■ Task directions
Only the lines from the top of the data through the line containing "0 #878892) drop-shadow(-2px" should be duplicated, exactly as they appear.

■ Records to use
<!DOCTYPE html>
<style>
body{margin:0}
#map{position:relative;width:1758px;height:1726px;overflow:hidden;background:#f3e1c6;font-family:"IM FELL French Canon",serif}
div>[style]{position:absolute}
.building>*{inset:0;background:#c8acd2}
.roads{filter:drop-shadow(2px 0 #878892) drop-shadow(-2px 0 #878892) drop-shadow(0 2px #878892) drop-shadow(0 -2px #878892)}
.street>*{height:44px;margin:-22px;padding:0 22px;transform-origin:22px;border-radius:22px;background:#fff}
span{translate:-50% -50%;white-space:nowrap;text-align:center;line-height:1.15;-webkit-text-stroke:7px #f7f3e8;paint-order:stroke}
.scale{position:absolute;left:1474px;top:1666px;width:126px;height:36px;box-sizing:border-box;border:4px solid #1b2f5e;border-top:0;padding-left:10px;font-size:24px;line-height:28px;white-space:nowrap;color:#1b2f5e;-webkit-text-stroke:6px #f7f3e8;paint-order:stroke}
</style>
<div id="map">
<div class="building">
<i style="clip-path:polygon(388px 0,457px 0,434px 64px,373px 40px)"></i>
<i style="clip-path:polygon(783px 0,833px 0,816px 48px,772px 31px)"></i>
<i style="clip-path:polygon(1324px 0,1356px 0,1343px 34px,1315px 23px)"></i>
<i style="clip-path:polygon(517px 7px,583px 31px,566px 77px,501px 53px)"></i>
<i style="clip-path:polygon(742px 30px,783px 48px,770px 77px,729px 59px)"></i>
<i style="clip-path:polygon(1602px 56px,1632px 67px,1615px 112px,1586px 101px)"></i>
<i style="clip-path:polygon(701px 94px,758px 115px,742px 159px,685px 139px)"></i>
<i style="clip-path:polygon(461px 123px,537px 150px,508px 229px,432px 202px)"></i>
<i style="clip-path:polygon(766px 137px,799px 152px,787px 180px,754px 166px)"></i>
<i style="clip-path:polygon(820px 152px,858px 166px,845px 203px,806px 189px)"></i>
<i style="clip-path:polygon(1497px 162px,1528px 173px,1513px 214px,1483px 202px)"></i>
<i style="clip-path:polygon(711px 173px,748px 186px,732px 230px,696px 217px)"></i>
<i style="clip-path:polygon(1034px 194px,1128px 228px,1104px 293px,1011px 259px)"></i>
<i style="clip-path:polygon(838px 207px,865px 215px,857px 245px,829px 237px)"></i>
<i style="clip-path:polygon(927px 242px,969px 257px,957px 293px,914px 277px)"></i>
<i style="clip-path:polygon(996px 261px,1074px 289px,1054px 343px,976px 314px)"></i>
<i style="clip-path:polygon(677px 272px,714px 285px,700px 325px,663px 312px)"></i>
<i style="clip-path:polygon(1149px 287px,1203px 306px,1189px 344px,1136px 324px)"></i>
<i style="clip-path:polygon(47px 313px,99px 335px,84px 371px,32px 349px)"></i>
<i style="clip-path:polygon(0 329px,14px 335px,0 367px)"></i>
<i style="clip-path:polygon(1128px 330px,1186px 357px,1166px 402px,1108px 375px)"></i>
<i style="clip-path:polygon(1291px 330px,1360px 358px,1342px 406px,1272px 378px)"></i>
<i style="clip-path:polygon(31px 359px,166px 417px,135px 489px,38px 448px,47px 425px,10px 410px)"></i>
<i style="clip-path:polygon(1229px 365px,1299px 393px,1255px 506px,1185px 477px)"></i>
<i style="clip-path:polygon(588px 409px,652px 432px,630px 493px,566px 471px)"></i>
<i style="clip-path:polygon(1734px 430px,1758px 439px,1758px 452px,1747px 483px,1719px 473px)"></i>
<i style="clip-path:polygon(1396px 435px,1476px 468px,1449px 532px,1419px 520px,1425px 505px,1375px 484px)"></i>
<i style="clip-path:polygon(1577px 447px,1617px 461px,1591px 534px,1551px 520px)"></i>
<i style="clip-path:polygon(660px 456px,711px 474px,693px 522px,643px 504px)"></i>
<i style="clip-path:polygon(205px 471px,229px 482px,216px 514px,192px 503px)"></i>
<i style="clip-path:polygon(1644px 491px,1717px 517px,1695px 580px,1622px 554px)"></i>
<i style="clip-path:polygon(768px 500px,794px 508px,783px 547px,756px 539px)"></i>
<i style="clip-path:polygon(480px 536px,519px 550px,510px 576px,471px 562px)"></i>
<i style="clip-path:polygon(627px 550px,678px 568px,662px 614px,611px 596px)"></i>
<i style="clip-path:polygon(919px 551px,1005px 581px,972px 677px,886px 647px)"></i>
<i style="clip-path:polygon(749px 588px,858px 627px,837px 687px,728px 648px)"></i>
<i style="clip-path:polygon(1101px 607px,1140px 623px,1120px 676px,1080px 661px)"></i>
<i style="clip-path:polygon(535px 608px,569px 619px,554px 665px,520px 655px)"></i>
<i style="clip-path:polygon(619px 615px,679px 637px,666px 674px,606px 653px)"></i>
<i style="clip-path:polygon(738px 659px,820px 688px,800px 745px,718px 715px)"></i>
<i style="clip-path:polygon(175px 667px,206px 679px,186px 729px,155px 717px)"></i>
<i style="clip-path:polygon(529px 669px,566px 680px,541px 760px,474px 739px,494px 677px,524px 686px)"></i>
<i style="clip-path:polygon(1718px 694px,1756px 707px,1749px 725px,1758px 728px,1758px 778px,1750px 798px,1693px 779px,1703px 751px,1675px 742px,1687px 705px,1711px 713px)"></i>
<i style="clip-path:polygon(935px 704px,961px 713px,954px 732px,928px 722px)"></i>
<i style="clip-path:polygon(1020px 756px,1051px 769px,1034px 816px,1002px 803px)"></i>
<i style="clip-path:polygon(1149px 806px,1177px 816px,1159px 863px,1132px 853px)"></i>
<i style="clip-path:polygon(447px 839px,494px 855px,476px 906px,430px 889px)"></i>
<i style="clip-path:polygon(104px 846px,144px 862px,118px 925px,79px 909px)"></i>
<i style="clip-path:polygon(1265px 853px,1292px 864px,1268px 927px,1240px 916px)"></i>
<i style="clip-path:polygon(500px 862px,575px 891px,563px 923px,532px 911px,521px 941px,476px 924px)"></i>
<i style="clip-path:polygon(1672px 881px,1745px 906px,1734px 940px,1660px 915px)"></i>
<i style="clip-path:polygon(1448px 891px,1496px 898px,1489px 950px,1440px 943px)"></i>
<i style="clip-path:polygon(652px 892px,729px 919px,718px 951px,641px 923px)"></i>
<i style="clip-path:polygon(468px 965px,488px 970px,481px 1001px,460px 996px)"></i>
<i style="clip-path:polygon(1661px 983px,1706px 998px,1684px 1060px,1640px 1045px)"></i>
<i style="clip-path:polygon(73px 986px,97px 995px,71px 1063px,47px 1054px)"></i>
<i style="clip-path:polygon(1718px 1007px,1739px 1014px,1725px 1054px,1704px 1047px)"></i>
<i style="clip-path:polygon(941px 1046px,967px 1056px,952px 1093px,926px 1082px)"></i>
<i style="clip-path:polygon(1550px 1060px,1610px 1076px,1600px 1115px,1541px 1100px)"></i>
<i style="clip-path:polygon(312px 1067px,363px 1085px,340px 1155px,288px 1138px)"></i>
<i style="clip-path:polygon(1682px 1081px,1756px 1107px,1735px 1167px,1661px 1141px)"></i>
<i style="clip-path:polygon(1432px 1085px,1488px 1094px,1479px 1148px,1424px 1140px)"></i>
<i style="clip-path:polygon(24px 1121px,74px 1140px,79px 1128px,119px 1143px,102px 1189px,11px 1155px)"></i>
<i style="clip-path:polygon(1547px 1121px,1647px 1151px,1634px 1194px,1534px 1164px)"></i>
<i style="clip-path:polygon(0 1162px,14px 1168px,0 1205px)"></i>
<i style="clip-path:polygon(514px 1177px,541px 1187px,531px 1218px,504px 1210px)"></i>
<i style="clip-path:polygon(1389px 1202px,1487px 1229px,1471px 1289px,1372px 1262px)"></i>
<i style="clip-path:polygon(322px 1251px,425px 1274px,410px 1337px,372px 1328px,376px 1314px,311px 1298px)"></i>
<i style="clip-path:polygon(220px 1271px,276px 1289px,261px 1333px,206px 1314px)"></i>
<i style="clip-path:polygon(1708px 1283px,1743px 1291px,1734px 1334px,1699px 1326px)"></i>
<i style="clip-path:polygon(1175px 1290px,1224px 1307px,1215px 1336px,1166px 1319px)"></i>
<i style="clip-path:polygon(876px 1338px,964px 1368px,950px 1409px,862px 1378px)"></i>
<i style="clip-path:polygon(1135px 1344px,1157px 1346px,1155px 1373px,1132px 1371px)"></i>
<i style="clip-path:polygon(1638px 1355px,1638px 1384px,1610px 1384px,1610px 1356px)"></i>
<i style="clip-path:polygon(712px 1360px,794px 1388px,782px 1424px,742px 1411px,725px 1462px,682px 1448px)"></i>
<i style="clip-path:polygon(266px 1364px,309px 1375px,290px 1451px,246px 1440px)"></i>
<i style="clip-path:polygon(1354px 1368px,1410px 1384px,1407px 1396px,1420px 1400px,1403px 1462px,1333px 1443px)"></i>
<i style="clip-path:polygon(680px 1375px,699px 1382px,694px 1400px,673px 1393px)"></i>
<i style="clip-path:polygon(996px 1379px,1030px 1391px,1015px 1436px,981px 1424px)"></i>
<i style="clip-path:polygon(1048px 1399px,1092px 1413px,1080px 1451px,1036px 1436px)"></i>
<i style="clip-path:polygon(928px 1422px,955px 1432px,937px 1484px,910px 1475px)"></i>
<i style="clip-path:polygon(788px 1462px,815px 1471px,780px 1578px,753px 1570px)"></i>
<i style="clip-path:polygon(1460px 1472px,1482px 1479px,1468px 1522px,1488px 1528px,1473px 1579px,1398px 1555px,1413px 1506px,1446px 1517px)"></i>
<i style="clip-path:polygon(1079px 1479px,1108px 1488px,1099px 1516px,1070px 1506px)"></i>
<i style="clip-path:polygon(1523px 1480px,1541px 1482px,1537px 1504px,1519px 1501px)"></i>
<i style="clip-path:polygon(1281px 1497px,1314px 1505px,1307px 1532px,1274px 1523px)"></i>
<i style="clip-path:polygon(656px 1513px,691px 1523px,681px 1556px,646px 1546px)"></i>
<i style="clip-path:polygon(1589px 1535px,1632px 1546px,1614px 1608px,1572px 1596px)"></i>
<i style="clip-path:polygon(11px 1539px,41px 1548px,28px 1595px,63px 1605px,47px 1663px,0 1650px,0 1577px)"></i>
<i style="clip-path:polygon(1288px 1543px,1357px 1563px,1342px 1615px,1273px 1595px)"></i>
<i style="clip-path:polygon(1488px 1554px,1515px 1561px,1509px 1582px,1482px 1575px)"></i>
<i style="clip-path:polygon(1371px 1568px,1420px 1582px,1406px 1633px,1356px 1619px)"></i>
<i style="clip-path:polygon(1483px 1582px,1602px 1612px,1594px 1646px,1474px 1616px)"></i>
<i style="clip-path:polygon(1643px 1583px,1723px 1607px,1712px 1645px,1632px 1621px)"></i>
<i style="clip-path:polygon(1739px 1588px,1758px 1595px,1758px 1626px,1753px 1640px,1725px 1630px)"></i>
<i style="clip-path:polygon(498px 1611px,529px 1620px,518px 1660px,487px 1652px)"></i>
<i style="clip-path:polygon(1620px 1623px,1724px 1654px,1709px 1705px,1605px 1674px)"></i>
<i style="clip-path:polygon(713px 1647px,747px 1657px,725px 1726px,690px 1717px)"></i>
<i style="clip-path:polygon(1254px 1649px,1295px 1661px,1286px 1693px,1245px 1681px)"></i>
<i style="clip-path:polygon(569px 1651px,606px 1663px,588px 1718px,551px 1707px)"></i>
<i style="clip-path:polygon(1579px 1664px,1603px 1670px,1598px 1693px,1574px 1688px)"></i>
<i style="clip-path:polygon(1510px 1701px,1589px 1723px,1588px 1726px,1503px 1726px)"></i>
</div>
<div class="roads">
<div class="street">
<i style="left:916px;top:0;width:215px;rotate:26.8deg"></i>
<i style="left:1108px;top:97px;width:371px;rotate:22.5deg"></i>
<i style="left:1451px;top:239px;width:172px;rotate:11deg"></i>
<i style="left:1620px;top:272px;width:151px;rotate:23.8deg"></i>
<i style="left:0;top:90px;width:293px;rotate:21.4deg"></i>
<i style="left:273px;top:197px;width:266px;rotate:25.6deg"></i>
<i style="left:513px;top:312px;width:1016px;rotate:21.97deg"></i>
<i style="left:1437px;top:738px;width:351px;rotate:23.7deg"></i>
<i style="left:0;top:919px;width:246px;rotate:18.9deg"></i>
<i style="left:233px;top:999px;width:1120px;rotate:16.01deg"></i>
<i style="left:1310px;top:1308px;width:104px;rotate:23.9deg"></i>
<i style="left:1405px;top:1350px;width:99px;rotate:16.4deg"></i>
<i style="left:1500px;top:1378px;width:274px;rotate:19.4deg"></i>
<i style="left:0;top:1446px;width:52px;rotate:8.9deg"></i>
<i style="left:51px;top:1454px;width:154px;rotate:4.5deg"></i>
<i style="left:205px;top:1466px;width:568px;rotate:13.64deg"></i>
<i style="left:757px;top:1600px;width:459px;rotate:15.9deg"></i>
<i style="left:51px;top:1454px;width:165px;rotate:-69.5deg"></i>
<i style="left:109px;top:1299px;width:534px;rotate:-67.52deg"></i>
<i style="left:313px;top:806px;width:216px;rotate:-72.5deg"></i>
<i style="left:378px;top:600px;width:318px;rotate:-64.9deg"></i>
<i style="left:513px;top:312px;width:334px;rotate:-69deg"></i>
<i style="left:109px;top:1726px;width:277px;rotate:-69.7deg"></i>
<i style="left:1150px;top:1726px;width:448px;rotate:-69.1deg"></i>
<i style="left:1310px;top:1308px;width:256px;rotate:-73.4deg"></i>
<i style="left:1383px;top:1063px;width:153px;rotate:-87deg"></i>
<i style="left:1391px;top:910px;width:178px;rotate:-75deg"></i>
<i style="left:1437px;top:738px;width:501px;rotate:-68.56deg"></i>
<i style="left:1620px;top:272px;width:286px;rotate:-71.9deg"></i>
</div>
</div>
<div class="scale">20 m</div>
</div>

■ Response box
<!DOCTYPE html>
<style>
body{margin:0}
#map{position:relative;width:1758px;height:1726px;overflow:hidden;background:#f3e1c6;font-family:"IM FELL French Canon",serif}
div>[style]{position:absolute}
.building>*{inset:0;background:#c8acd2}
.roads{filter:drop-shadow(2px 0 #878892) drop-shadow(-2px 0 #878892) drop-shadow(0 2px #878892) drop-shadow(0 -2px #878892)}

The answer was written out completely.